╭─ DATA
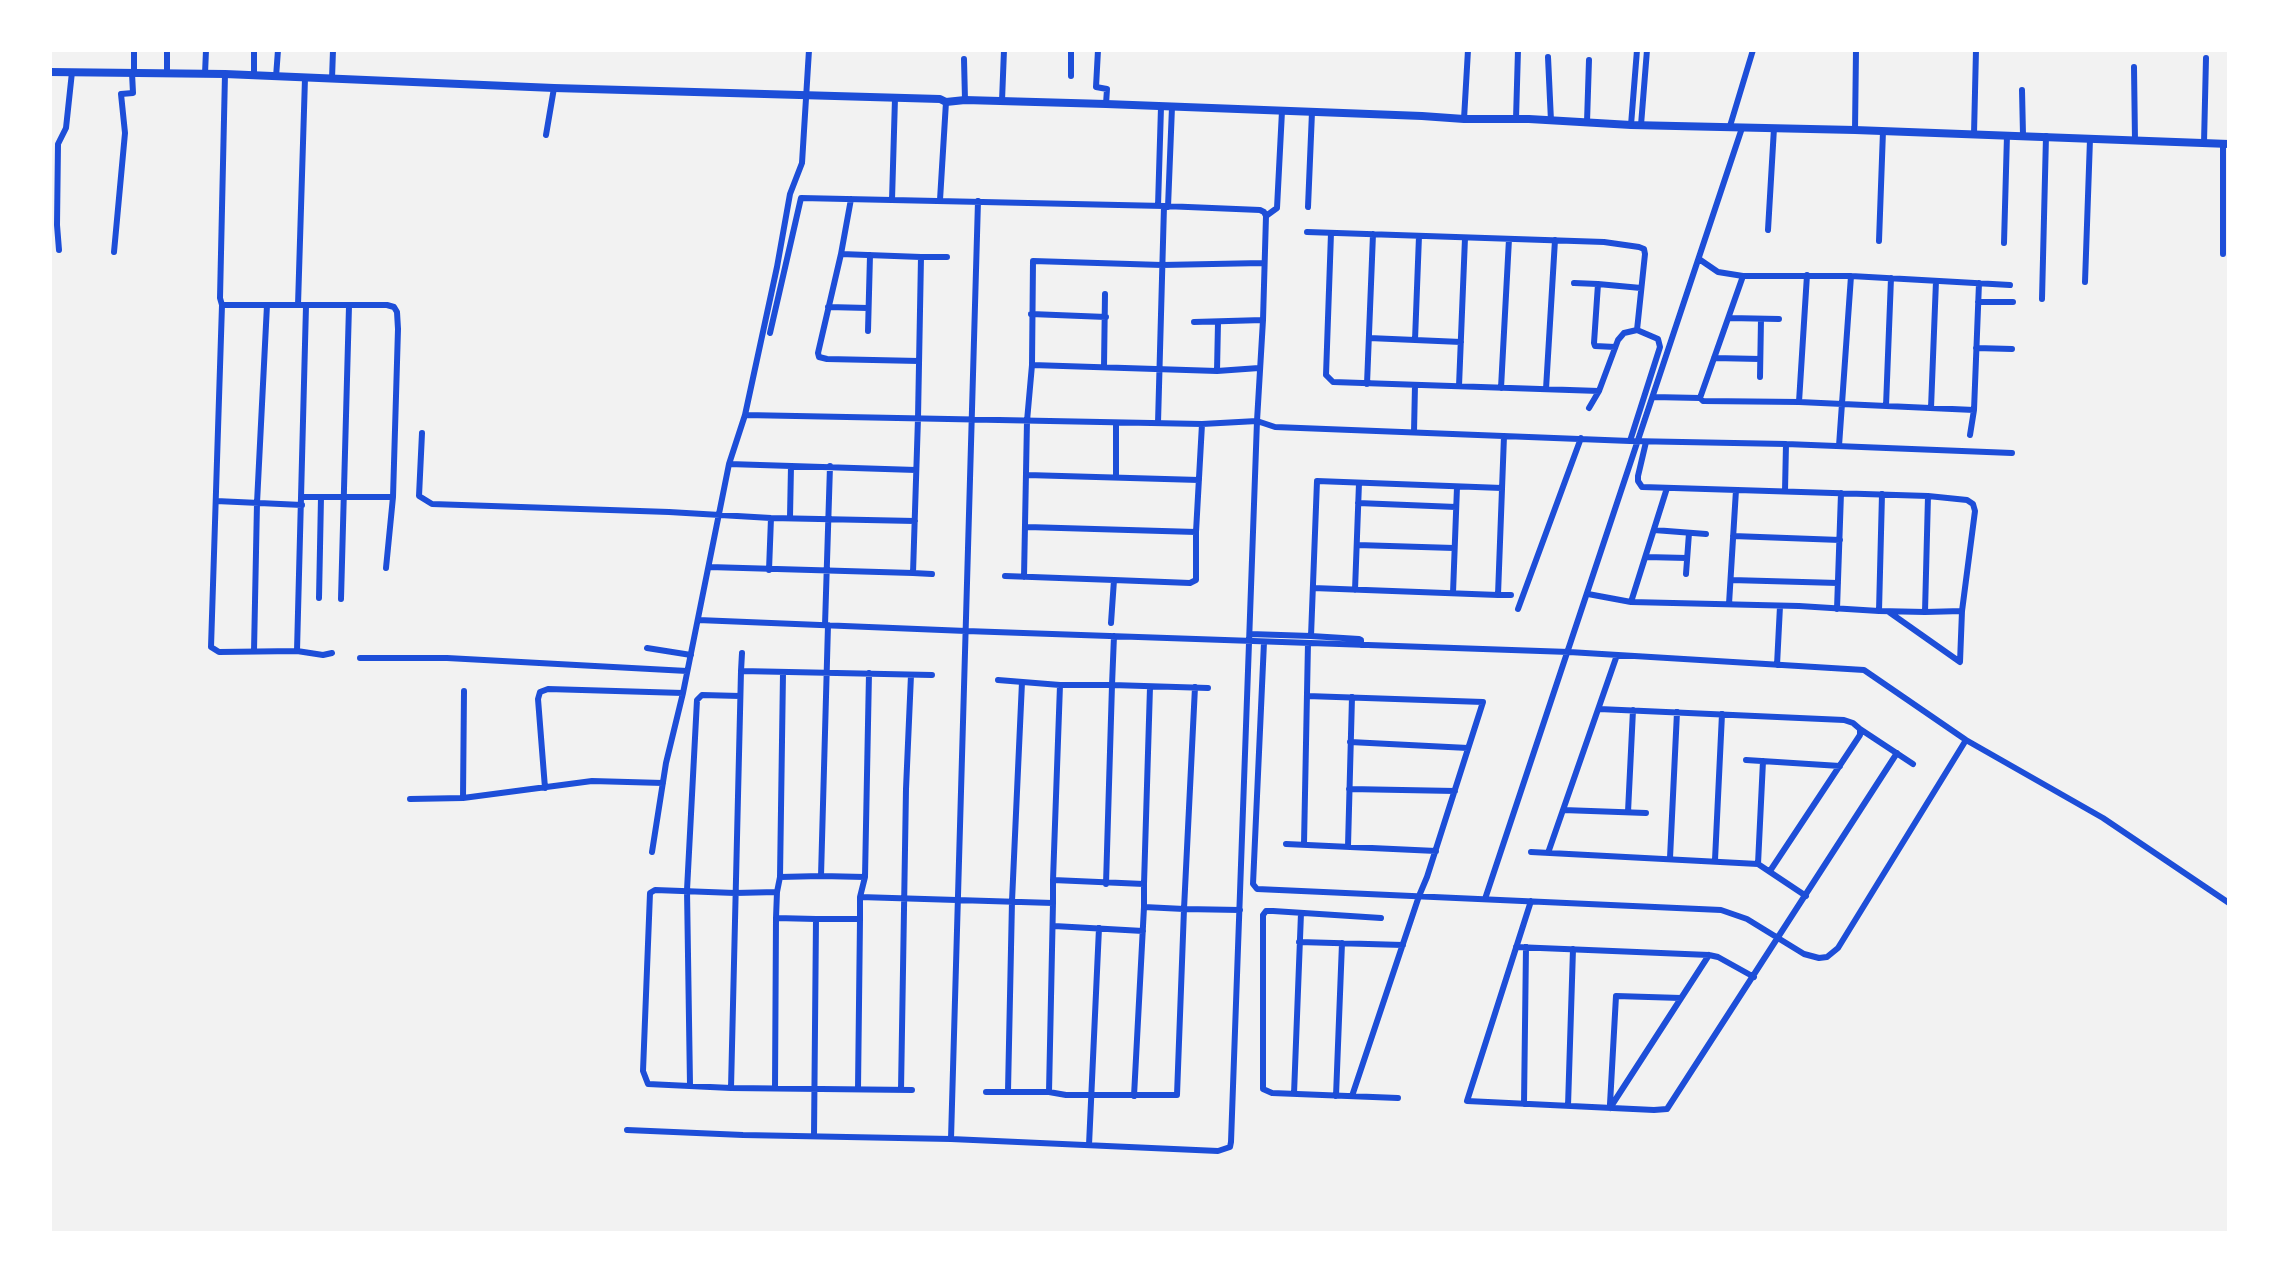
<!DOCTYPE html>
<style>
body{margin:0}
#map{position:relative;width:2279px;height:1283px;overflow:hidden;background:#f2f2f2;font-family:"Archivo Narrow",sans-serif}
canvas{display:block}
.frame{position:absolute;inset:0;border:52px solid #fff;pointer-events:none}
</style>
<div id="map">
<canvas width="2279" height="1283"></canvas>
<div class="frame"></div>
</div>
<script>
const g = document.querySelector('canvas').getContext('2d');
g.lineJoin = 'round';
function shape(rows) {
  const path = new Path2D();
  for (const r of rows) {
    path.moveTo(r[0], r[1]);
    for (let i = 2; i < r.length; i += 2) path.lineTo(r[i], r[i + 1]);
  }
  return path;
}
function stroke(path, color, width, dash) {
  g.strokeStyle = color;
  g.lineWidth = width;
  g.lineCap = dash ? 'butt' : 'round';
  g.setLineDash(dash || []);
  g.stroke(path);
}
const minor = shape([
 [1098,50,1096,87,1107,89,1106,104],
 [1548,57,1551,121],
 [964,59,965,100],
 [2134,67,2135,141],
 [134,73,134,50],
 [167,74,167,50],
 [205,74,206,50],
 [254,76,254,50],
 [1071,76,1071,50],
 [276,77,278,50],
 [332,79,333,50],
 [2022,90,2023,135],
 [1002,101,1004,50],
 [1464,119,1468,50],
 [1516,119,1518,50],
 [1587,122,1589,60],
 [1631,125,1637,50],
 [1641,125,1647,50],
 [1730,126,1753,50],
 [1855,130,1856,50],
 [1974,134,1976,50],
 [546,135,554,88],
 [2204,143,2206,58],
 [2223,144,2223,254],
 [892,200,895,98],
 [940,200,946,102],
 [1158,206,1161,107],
 [1168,207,1172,107],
 [1308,207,1312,112],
 [1266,216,1277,208,1282,111],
 [1768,230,1774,128],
 [1307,232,1604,242,1639,247,1644,249,1645,254,1637,330,1658,339,1660,347,1630,441],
 [1331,233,1326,375,1333,382,1599,391,1618,340,1624,333,1637,330],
 [1879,241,1883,131],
 [2004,243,2007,135],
 [59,250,57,225,58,144,66,128,72,72],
 [114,252,125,133,121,94,133,93,132,73],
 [841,254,851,199],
 [921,257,947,257],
 [1699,259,1718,272,1743,276],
 [2085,282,2090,139],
 [1574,283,1598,284],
 [2042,299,2046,136],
 [1978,302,2013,302],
 [222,305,220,298,225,74],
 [298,305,305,78],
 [828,307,868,308],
 [1031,314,1106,317],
 [1729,318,1779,319],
 [1194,322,1263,320],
 [868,331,870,255],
 [1369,338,1461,342],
 [1415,340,1419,236],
 [1615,347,1595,346,1594,343,1598,284,1641,288],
 [1976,348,2012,349],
 [1714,358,1760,359],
 [1032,365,1217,371,1259,368],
 [1104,367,1105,294],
 [1217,371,1218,323],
 [1760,377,1761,319],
 [1367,384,1373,234],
 [1459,386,1465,238],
 [1501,388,1509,239],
 [1546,389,1555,240],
 [1653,397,1700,398],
 [1799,402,1807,275],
 [1886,406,1891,278],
 [1589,408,1599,391],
 [1931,408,1936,281],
 [1974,410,1799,402,1703,401,1700,398,1743,276,1851,276,2010,285],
 [745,415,1202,424,1257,421,1275,427,1630,441,1786,444,2012,453],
 [1116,423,1116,477],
 [1158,423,1164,206],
 [1414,432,1415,385],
 [422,433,419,496,432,504,669,512,771,518,915,521],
 [1970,435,1974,410,1979,283],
 [1646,442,1638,476,1638,481,1642,487,1928,496,1967,500,1973,504,1975,511,1962,611,1925,612],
 [1839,446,1851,276],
 [729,464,916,470],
 [1027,475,1199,480],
 [1785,491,1786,444],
 [1882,494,1879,611,1925,612,1928,496],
 [302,497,393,497],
 [216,501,302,505],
 [1358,503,1456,507],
 [790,517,791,466],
 [1027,527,1196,532],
 [1654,530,1706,534],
 [1733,536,1840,540],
 [1357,545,1454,548],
 [1646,557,1687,558],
 [709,567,913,573,918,418,921,257,841,254,818,353,819,357,827,359,919,361],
 [769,570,771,518],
 [913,573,932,574],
 [1686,574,1689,533],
 [1005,576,1114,580],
 [1024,577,1027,421,1032,365,1033,261,1162,265,1263,263],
 [1731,580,1838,583],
 [1313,588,1498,595,1504,436],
 [1355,590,1359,483],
 [1453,593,1457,487],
 [1588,594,1631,602,1799,606,1879,611],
 [1498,595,1511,595],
 [319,598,321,497],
 [341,599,349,306],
 [1631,602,1667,488],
 [1729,604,1736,490],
 [1518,609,1581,438],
 [1837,609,1841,493],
 [1889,612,1960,662,1962,611],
 [698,620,966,631,1569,652,1864,670,1966,740,2103,818,2229,903],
 [1111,623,1114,580,1190,583,1196,580,1196,532,1202,424],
 [825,625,830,466],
 [1250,634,1311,636],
 [1114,636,1112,685,1208,688],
 [1264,642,1253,884,1257,889,1721,910,1747,919,1804,954,1819,958,1827,957,1838,948,1966,740],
 [1361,645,1361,640,1359,639,1311,636,1317,481,1502,488],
 [647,648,691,655],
 [254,651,257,503,267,305],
 [297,651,306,306],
 [332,653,323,655,297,651,219,652,211,647,222,305,387,305,394,307,397,312,398,329,393,497,386,568],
 [360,658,447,658,687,671],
 [1777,665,1780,606],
 [741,671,742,653],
 [998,680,1060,685,1112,685,1106,884],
 [1307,696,1483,702,1427,877,1419,896,1352,1096],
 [1599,709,1844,720,1853,723,1860,729,1860,735,1770,871],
 [1860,729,1913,764],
 [1350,742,1468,748],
 [1746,760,1840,766],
 [545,788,538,699,540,692,548,689,683,693],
 [1349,789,1455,791],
 [463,798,464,691],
 [410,799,463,798,592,781,663,783],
 [1563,810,1646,813],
 [1628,812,1633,710],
 [1286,844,1436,851],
 [1304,844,1308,643],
 [1348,846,1352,697],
 [652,852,666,763,683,693,729,464,745,415,777,267,790,194,802,163,809,50],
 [1531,852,1758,864,1806,896],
 [1548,853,1617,655],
 [1670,858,1677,712],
 [1715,860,1722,714],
 [1758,864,1763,761],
 [821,876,828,625],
 [780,877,783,673],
 [865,877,869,673],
 [1053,880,1060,685],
 [1144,884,1144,907],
 [1485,899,1742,128],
 [1531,901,1467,1101,1654,1110,1667,1109,1897,753],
 [1053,903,1049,1092,1066,1095,1177,1095,1184,909,1240,910],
 [776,918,777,892],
 [1381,918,1273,911,1266,911,1263,915,1263,1089,1272,1093,1398,1098],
 [1054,926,1143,931],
 [1299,942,1403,945],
 [1516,947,1709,955,1718,957,1754,977],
 [690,1085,687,890,697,700,702,695,740,696],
 [731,1088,741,671,932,675],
 [775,1088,776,918,816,919],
 [858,1089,860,919],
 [901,1090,906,789,911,675],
 [912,1090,731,1088,648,1084,643,1071,650,893,655,890,735,893,777,892,780,877,821,876,865,877,860,897,1053,903,1053,880,1144,884,1150,687],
 [1008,1091,1012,901,1022,682],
 [986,1092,1049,1092],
 [1294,1094,1301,913],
 [1134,1096,1144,907,1184,909,1195,687],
 [1336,1096,1342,943],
 [1524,1104,1526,947],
 [1610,1104,1616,996,1681,998],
 [1568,1106,1573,949],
 [1610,1108,1709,955],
 [627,1130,743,1135,951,1139,1218,1151,1230,1147,1231,1142,1257,421,1263,320,1266,216,1264,212,1260,210,1164,206,801,198,770,333],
 [814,1136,816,919,860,919,860,897],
 [951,1139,978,201],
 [1089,1145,1099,928]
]);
const secondary = shape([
 [50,72,225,74,554,88,940,99,946,102,965,100,1106,104,1422,116,1464,119,1529,119,1631,125,1855,130,2229,144]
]);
stroke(minor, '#1d4ed8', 6);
stroke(secondary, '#1d4ed8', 8);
</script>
╰─
#### WHAT IS NEEDED
For each line of the listing that holds the word "function", show that line.

#### REPLY TO THE TASK
function shape(rows) {
function stroke(path, color, width, dash) {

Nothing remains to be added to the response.